▶ Assignment: Go through the data and report each line that holds the string "named".

** Opening Listed records block **

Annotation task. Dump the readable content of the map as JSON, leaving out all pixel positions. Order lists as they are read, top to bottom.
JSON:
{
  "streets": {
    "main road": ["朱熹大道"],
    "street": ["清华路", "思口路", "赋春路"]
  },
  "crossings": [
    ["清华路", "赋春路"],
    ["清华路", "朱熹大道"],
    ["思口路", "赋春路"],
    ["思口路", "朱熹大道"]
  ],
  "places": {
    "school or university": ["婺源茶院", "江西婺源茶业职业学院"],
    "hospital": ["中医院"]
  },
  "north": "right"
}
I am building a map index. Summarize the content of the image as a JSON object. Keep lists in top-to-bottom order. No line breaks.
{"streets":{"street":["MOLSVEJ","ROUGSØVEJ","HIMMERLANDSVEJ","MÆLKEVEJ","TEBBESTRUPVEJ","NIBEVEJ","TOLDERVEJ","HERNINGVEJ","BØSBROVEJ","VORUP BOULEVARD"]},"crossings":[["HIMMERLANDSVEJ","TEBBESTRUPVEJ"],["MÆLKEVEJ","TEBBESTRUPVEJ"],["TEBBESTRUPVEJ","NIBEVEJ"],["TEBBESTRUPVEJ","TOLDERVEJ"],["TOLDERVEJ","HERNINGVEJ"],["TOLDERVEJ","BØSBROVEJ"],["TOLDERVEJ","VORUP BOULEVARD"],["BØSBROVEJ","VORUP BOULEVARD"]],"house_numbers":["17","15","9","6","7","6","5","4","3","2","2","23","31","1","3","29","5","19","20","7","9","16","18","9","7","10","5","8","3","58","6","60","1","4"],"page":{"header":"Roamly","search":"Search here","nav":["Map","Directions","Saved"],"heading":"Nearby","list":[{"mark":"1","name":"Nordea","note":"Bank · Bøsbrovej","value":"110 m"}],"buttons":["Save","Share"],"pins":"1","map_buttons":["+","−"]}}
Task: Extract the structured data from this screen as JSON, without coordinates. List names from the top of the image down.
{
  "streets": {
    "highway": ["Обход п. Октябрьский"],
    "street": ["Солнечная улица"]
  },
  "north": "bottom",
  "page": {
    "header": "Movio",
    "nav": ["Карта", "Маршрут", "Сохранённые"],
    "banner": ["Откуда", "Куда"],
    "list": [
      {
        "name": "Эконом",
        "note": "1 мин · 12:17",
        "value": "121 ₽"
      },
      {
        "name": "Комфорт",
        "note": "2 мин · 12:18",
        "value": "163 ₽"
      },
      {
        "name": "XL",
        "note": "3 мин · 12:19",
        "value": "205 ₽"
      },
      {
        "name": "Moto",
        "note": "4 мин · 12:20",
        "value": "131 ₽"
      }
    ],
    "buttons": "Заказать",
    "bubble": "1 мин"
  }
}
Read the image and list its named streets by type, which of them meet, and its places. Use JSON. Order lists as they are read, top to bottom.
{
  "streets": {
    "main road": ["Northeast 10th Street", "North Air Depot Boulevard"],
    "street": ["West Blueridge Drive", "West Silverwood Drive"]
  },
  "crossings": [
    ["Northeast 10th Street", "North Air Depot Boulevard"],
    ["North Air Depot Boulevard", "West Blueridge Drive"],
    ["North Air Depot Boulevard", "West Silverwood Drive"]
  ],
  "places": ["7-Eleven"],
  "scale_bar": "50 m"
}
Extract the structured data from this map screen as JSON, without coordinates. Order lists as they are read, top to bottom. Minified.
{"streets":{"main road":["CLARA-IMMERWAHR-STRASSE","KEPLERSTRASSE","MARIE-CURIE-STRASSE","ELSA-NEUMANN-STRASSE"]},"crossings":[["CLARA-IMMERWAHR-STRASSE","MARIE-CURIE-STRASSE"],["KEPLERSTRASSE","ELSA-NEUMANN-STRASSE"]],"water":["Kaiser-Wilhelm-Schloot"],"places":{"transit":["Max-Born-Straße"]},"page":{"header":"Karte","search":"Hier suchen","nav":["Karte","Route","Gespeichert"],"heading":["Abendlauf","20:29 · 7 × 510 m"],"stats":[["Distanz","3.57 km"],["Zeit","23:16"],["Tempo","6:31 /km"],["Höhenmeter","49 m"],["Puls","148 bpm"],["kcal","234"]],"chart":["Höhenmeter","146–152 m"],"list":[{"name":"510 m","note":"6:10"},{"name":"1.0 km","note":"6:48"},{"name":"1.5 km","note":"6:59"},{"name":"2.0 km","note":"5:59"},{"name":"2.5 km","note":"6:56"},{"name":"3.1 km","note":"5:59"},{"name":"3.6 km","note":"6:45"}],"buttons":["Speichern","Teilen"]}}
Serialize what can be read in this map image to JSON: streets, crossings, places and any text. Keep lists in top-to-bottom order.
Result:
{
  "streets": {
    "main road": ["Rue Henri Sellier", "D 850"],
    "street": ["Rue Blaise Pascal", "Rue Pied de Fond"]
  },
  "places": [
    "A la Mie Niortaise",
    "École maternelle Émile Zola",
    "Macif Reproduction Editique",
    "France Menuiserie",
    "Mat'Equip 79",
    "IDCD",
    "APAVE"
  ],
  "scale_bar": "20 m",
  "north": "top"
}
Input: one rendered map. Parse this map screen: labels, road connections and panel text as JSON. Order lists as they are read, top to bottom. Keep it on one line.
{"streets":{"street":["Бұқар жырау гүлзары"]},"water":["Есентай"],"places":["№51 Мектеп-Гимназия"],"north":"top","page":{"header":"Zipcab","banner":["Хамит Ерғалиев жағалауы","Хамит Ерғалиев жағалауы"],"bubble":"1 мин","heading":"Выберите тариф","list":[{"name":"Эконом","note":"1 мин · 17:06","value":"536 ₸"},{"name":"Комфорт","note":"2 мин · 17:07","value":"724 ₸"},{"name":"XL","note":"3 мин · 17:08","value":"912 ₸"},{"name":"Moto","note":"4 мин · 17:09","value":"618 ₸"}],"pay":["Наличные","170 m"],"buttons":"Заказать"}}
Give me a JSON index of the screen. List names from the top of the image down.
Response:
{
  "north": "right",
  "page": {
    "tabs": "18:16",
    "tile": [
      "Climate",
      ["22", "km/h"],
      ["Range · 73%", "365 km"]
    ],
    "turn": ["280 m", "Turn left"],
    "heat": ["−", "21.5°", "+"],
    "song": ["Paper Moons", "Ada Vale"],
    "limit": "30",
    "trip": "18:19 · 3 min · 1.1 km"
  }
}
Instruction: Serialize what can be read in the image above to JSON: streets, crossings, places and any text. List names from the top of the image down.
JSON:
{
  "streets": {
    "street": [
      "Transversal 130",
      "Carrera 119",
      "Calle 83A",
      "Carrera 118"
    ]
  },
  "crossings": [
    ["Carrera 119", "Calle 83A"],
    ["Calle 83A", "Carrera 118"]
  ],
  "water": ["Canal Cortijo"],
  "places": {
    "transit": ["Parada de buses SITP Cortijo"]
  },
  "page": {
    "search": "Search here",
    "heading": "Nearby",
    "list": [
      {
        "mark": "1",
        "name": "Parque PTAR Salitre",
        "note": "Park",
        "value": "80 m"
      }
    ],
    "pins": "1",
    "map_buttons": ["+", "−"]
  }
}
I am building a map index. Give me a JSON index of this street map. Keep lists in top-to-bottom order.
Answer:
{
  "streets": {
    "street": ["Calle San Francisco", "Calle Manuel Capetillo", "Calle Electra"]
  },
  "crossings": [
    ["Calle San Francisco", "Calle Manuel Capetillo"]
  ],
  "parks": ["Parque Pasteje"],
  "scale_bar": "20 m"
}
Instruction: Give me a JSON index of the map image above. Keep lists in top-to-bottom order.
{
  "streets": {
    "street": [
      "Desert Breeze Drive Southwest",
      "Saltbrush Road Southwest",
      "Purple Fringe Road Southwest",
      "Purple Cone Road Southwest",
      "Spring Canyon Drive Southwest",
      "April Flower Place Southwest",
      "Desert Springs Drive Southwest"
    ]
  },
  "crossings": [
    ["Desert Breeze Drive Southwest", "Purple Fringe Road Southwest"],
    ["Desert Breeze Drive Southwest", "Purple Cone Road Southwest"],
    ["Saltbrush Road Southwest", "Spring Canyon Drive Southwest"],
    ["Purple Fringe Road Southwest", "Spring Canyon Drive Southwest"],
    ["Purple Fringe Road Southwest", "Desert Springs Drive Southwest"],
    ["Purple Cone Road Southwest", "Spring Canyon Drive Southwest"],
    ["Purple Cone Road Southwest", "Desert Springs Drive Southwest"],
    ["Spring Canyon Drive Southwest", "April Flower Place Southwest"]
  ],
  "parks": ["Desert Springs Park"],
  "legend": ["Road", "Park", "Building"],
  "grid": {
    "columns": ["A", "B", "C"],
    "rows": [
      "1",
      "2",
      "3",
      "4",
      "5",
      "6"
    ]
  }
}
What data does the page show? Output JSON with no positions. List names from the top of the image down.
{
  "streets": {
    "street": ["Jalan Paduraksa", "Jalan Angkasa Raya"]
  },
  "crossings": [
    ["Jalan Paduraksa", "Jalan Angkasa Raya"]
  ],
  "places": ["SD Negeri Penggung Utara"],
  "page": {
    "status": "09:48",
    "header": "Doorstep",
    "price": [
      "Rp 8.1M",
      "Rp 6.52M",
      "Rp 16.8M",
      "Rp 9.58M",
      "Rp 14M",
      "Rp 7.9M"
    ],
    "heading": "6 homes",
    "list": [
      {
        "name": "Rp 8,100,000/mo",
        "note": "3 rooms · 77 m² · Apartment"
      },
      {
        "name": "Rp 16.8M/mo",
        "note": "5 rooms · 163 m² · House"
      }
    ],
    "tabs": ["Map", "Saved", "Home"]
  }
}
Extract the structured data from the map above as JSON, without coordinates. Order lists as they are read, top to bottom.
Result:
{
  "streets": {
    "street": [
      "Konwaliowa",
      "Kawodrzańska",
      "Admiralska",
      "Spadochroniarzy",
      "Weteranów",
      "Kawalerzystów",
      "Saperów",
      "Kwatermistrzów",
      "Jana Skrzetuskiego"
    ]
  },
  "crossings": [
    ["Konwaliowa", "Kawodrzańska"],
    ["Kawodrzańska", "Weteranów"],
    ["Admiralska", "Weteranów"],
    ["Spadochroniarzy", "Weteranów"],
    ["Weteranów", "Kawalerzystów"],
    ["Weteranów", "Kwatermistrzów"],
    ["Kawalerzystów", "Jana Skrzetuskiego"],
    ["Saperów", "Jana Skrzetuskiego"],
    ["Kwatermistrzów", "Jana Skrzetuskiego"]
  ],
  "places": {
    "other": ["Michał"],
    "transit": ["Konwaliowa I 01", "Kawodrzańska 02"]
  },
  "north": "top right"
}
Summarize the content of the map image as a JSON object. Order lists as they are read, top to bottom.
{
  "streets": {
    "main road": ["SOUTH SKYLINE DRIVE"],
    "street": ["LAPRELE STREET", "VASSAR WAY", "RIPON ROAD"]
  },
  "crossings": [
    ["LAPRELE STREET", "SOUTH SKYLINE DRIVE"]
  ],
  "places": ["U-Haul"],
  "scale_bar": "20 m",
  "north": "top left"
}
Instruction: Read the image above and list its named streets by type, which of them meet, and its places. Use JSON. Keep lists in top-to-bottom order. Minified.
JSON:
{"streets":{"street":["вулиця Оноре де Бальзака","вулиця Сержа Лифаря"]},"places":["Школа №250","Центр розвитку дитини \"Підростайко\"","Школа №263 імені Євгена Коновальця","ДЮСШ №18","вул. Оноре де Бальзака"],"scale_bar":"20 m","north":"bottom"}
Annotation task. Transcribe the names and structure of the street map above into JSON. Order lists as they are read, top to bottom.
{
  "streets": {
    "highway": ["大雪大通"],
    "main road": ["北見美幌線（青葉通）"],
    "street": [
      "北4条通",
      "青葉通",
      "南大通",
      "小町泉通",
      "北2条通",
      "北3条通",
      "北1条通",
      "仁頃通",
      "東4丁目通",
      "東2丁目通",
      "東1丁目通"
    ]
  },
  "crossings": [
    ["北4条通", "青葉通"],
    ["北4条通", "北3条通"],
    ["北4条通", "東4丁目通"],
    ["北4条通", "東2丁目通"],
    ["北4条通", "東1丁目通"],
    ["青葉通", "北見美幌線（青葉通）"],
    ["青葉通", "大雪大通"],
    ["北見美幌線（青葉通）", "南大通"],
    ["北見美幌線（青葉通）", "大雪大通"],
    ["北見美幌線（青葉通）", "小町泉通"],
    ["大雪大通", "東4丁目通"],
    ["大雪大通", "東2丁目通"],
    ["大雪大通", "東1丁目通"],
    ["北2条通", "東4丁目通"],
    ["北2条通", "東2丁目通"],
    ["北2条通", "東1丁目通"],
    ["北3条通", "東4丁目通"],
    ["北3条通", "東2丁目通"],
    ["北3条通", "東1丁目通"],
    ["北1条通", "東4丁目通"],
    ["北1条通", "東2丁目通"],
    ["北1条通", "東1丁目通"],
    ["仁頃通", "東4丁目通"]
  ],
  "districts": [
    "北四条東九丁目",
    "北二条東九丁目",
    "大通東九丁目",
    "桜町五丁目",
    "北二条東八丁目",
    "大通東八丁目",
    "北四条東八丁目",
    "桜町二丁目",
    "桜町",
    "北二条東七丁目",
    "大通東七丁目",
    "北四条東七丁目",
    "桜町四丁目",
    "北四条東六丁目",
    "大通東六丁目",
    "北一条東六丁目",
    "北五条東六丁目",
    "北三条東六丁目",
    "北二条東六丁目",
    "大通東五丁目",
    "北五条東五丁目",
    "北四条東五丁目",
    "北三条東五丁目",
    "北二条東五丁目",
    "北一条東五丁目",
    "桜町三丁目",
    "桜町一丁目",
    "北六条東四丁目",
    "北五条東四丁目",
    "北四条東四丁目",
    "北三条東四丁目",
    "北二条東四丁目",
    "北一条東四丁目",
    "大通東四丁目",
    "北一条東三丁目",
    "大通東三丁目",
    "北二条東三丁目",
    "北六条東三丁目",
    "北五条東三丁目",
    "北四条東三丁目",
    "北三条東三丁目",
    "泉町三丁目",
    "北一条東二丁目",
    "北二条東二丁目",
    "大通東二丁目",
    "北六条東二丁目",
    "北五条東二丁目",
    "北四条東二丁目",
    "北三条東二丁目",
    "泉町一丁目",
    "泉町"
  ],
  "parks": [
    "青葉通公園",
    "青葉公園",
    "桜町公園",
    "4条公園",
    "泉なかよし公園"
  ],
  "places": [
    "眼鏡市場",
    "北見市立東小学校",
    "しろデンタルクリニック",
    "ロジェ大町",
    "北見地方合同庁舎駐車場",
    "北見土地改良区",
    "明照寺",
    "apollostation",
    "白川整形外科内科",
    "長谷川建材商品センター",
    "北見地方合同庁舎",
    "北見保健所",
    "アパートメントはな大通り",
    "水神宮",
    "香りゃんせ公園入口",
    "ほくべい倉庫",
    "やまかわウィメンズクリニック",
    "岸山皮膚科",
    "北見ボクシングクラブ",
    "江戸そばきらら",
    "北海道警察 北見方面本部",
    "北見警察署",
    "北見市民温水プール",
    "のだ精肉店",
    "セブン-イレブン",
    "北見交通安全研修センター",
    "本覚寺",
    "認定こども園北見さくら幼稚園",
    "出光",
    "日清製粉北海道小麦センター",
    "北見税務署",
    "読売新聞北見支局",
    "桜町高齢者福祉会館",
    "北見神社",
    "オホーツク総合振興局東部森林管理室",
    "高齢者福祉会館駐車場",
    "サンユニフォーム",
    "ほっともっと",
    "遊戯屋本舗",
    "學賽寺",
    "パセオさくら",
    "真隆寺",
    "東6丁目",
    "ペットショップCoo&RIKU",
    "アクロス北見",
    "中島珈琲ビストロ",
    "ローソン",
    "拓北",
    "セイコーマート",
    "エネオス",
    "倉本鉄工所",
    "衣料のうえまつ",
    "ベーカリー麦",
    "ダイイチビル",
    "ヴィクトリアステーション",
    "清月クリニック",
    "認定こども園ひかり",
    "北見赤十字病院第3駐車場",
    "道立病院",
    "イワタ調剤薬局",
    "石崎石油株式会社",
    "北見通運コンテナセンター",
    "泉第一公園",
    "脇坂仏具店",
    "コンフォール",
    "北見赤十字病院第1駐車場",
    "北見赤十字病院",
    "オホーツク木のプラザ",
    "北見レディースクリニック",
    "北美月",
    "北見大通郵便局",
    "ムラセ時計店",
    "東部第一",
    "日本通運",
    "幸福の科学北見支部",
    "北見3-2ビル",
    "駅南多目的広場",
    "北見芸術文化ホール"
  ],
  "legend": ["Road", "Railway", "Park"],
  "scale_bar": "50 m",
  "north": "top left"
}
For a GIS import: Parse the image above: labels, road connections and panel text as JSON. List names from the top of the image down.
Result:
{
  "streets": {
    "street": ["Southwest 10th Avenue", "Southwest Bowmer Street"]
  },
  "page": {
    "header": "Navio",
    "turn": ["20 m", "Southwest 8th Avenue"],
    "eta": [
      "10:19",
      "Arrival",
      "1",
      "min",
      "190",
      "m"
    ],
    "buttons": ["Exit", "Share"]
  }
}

** Closing Listed records block **

▶ Response for this exercise:
Read the image and list its named streets by type, which of them meet, and its places. Use JSON. Order lists as they are read, top to bottom.
Instruction: Read the image above and list its named streets by type, which of them meet, and its places. Use JSON. Keep lists in top-to-bottom order. Minified.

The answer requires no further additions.